The pK_a shift between free and coordinated H₂S can be roughly compared with the pK_a shifts observed for H₂O in ferric hemeproteins. Taking into consideration that the pK_a of the bulk water is about 14, experimental and computational results show that the pK_a shift between the bulk H₂O and the coordinated H₂O is ≈4 pK_a units (9, 33, 38, 58). Using the same assumptions, and considering that the pK_a of H₂S in aqueous solutions is ≈7, this analysis suggests that the coordinated H₂S is deprotonated at physiological pH. This is in agreement with the reported quantum mechanics/molecular mechanics (QM/MM) energy profile evaluating the energy cost for the deprotonation step, suggesting that the coordinated H₂S spontaneously deprotonates to give HS⁻, with a ΔE value of ca. −12 kcal/mol for HbI of L. pectinata, assisted either by GlnE7 or by the entrance of water molecules to the active site (Fig. 3) (7).

FIG. 3.

QM/MM energy profile for the deprotonation of the low-spin Fe^III-SH₂ complex in HbI of L. pectinata. The reaction coordinate is de S-H distance. Data extracted from Boubeta et al. (7). QM/MM, quantum mechanics/molecular mechanics. Color images are available online.

As detailed for the stabilization of the coordinated water molecule, the stabilization of the HS⁻ ligand can also be explained in terms of distal hydrogen bonding interactions, and is reported by the values of k_off (Table 1). Evidence of this interaction can be also obtained from MD simulations. Figure 4 shows the snapshots taken from the reported MD simulations for the HS⁻ complexes of HbI of L. pectinata (left panel) (7), and the truncated hemoglobin from trHbO of T. fusca (right panel) (48).

FIG. 4.

Stabilization of the coordinated HS⁻ during the MD simulations for the binding of sulfide to ferric hemeproteins. Left panel: Stabilization of HS⁻ ligand by GlnE7 of HbI of L. pectinata. Right panel: Stabilization of HS⁻ ligand by TrpG8 of trHbO of T. fusca. Data extracted from Boubeta et al. (7) and Nicoletti et al. (48). MD, molecular dynamics; trHbO, truncated hemoglobin O of Thermobifida fusca. Color images are available online.

Following a similar analysis for the case of neuroglobin, the 700-fold higher k_off value observed for sulfide for the His64Ala mutant compared with wild-type neuroglobin is consistent with the role of distal histidine residue in stabilizing sulfide (57). In addition, single mutations on trHbO of T. fusca dramatically affect the stabilization of the coordinated HS⁻ ligand, with an ∼300-fold increase in the k_off for the TrpG8Phe mutant (48). The value of k_off for microperoxidase 11 (Table 1), the highest reported so far, is explained in this context by the absence of distal effects.

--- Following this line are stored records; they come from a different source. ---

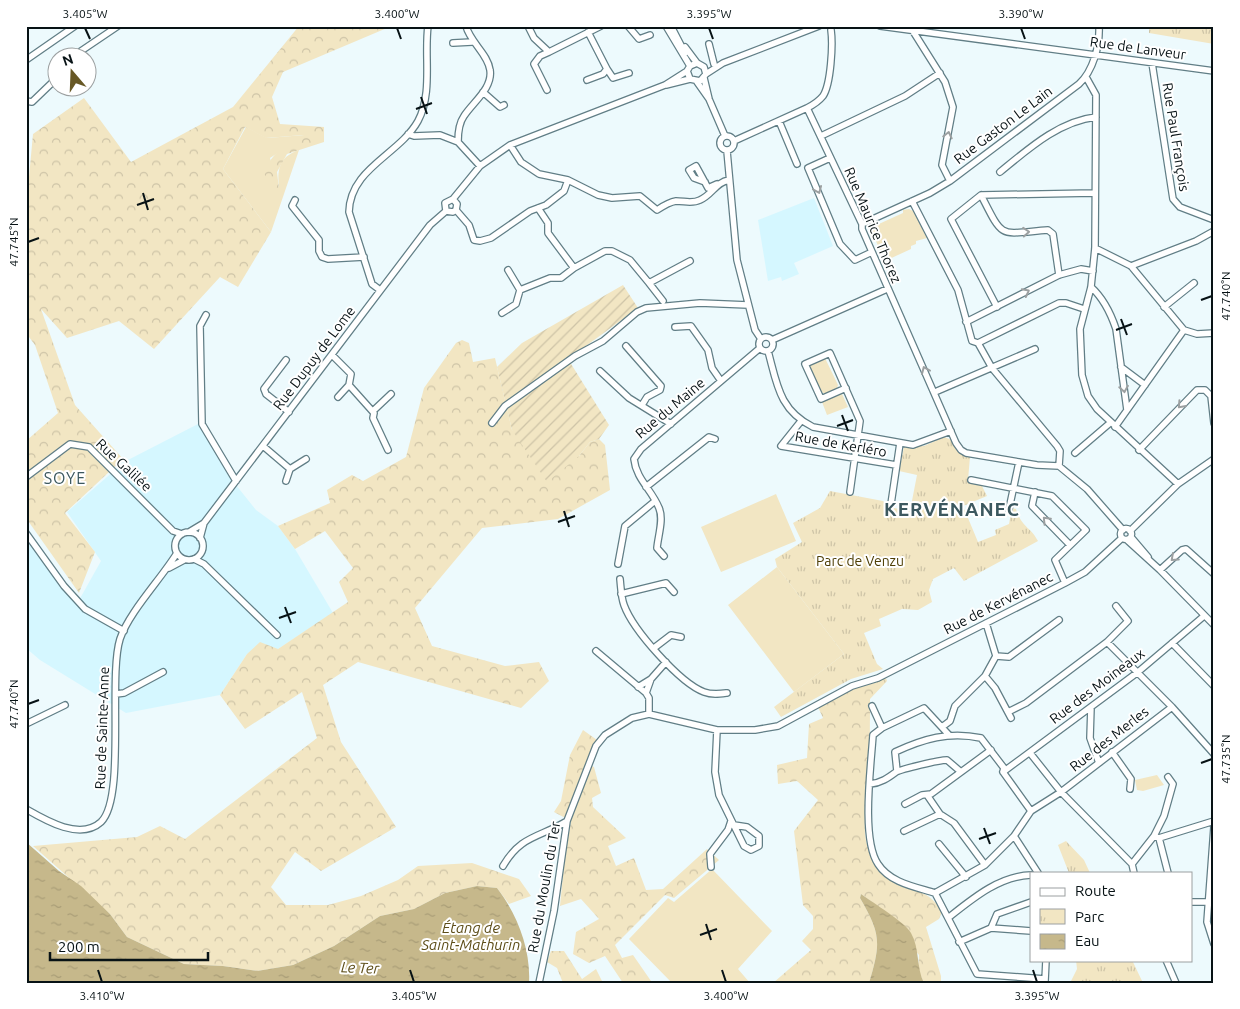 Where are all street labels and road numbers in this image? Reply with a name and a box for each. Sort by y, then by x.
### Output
street label: Rue de Lanveur [1089,33,1188,63]
street label: Rue Paul François [1160,82,1192,192]
street label: Rue Gaston Le Lain [951,83,1055,167]
street label: Rue Maurice Thorez [841,165,905,285]
street label: Rue Dupuy de Lome [270,303,358,413]
street label: Rue du Maine [632,374,708,442]
street label: Rue de Kerléro [794,428,888,460]
street label: Rue Galilée [93,435,155,495]
street label: Rue de Kervénanec [941,568,1056,637]
street label: Rue des Moineaux [1046,645,1148,727]
street label: Rue de Sainte-Anne [92,666,112,790]
street label: Rue des Merles [1066,703,1152,775]
street label: Rue du Moulin du Ter [525,819,564,954]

A global reaction mechanism derived from the experimental and theoretical analysis is presented in Figure 5. The first step encompasses the release of the coordinated water molecule, interpreted as a rate-limiting step after the analysis of the k_on values included in Table 1. As HS⁻ is excluded by the protein matrix as a consequence of its high desolvation cost, only the neutral H₂S is available for the binding step. After coordination, a barrierless deprotonation step, and surrounding water molecules or distal amino acids act as proton acceptors. The HS⁻ bound ligand is finally stabilized by hydrogen bonding interactions with distal amino acids.

FIG. 5.

Proposed global reaction mechanism for the binding of sulfide species to ferric hemeproteins. Data extracted from Boubeta et al. (7). Color images are available online.

The Role of the Proximal Ligand in the Stabilization of Coordinated Sulfide to Ferric Hemeproteins is Evidenced in Models Devoid of Distal Interactions

The absence of a nitrogen containing ligand in the fifth coordination position of ferric porphyrinates drives the addition of sulfide to the fast formation of the metal-centered reduction product (43). Conversely, the presence of nitrogen containing bases as proximal ligands reveals that complexes with varied stability can be prepaired. The release constant, k_off, has been determined in many cases, and values of k_off spanned within six orders of magnitude (from 10⁻⁵ to 10 s⁻¹, Table 1), with an impact in the kinetically derived K_aff = k_on/k_off.

To discriminate the proximal contribution to sulfide affinity of ferric heme compounds, the binding has been reported, at least, in three diverse model compounds sharing as common features a nitrogen containing fifth ligand, and structurally hampered, or even unavailable, distal mechanisms for ligand stabilization.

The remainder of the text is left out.